Since those college days I’ve been to some of the big galas and events as both a paying and comp’d guest. Meh. The food’s always pretentious, tiny, and undercooked—something you’d forgive and forget if you were there to stargaze instead of to sample the celebrity chef like I was. I’ve seen remarkable movies—and a lot of crappy ones, too. People forget it’s a film festival, not the Oscars. Best way to tell if you’re in for a stinker? Average the age of the people in the theater around you. Sub-25? It’s really going to suck. You’ve got average at least ten years older for it to be any good.
But back to the PiBs.
Am I glad that they spend money in my town? Abso-danm-lutely. I love to see jets worth the combined GNP of most third-world countries lining the tarmac of our small town airport. I like watching the local fuel truck filling them up and all the taxi cabs buzzing in from Salt Lake City. Our quaint artisanal cheese, jams, jellies, and candy shops sell out. It’s a post-holiday season boon to local ski instructors, photographers, and restaurants. I have friends who rent out their houses and escape to the beaches every January—double score.
I know that the benefits continue when attendees see the quality of our ski slopes, hiking trails, and reservoirs and come back for a vacation when the craziness is over. I’ve even met people who moved here after attending the film festival.
There are clear benefits to having Sundance here, check.
And if it were only about watching independent films, I wouldn’t mind the crowds. We get crowds with all our world-class athletic events, too. My real problem isn’t with the films; it’s with the wanna-bees and their assistants. I’ve actually been in line at Wal-Mart trying to buy the kinds of things Moms need to keep on hand when a gaggle of gel-slick hipster PiBs demanded their own checkout line because they were in a hurry. Didn’t we know who they were?
Seriously? You pulled that line while shopping at Wal-Mart for bottled water, folding chairs, and cheap Park City sweatshirts?
And then there are the people who wail and gnash their teeth in the street, shocked that their car was towed after it was parked under a no parking sign. Once a guy actually called the cops and complained that towing his car was rude and demanded they bring it back.

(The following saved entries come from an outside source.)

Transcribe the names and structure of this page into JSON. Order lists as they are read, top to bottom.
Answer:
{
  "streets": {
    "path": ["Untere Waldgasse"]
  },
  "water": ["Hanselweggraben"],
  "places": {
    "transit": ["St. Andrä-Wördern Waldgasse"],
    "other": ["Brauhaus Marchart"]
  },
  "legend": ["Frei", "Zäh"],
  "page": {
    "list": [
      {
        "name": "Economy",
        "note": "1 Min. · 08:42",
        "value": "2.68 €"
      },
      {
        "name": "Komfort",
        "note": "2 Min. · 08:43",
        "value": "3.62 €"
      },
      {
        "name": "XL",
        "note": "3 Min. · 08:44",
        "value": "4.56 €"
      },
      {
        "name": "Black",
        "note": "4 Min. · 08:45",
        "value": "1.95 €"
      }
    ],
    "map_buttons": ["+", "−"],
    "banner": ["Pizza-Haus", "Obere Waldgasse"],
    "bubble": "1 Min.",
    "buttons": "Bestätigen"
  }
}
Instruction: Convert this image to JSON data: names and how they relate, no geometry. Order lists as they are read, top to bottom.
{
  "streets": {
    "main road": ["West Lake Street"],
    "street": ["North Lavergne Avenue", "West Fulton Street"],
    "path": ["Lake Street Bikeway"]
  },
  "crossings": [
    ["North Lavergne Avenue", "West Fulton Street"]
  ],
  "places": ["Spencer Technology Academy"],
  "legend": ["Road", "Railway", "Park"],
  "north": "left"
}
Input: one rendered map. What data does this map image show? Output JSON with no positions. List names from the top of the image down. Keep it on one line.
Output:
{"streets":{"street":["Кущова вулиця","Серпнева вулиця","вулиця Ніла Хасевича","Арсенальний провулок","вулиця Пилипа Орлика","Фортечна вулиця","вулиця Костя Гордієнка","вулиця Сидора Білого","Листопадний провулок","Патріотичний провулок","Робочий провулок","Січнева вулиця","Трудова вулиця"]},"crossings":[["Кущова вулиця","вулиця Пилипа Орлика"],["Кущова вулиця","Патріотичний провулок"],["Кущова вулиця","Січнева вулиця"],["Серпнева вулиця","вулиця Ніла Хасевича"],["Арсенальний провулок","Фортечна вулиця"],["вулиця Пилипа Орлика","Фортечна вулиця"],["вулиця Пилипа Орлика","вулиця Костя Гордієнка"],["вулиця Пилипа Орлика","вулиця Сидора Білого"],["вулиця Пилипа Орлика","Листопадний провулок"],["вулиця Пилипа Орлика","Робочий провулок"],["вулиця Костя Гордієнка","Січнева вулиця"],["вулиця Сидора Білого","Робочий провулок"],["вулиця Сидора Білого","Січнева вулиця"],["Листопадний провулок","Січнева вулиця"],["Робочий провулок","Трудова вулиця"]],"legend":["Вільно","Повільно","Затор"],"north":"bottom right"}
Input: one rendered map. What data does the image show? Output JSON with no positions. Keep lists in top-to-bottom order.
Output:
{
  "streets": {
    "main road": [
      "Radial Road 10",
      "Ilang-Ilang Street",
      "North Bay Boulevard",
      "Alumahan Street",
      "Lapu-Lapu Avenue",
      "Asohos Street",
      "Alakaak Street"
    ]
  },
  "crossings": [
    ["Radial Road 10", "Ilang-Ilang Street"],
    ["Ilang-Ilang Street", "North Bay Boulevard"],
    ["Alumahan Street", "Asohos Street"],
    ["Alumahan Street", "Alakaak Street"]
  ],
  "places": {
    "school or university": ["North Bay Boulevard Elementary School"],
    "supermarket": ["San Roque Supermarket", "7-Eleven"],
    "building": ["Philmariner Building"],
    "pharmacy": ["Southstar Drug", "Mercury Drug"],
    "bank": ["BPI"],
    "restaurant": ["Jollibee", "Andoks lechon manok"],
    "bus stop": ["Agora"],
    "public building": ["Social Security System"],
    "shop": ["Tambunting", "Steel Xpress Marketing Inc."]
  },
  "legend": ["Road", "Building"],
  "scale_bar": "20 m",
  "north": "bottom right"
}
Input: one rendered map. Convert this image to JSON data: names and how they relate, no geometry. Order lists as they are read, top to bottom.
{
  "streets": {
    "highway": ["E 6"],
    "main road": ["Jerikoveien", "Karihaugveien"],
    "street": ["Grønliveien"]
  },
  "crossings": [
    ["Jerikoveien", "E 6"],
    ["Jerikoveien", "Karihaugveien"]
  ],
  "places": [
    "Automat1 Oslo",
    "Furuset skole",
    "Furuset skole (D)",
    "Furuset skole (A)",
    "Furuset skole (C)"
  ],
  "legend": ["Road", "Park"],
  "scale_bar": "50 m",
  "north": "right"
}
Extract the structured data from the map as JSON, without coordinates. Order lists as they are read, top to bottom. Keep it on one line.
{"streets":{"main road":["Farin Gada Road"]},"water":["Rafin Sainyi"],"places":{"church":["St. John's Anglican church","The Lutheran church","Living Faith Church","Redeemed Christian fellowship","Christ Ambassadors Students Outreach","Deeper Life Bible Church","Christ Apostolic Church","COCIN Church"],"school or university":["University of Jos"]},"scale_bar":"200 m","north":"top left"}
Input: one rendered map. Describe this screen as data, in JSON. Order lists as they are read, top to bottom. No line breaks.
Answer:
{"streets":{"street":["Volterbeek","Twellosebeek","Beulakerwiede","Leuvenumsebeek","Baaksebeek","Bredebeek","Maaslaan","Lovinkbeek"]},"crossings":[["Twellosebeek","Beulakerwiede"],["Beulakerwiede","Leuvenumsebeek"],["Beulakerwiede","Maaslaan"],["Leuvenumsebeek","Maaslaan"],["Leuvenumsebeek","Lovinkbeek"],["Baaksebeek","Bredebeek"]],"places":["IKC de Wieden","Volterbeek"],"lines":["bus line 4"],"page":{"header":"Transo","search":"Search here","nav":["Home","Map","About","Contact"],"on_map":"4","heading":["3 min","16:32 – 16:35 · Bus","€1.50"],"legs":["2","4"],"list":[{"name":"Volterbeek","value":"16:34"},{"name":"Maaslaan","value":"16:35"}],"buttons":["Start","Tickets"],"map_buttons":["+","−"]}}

Yeah, good luck with that. Our sheriffs don’t know (or care) who you are either. They’re too busy making sure the emergency service vehicles can make it down the street.
Now that I don’t work in Park City, most of the time I can avoid the worst of the plague, but this year with a foot in a cast, rocking a knee scooter and a daughter who would rather ski than breathe, I’ve been spending too much time around them. My favorite recent run-in was at a movie theater where my husband and I went to kill some time before dragging the ski fiend and her friends off the slopes. (We were watching a non-Sundance film at a mixed use venue.) I was trying to maneuver through a crowded hall lined with double red velvet ropes that cordoned it down to a narrow one person pathway. (Fire marshal, anyone? Anyone?) A big guy was headed toward me, noticed my predicament, and stepped to the side to let me by. At least five Botox betties and two skinny jean wearing dudes with tasteful grey temples immediately leaped through the gap, blocking me from going anywhere. Big Guy rolled his eyes.
“Can you see me? ‘Cause I can see you,” I said as each person shimmied by.
It wasn’t until Big Guy growled, “Don’t worry. I got your back. Next one I tackle,” that someone woke up from his it’s-all-about-me daze long enough for me to roll by.
Yep. It’s the yearly PiB plague. I much prefer the Olympic athletes and their crew. They always grab a door for me. “Bummer man,” they say with a headshake, “And during prime ski season, too.”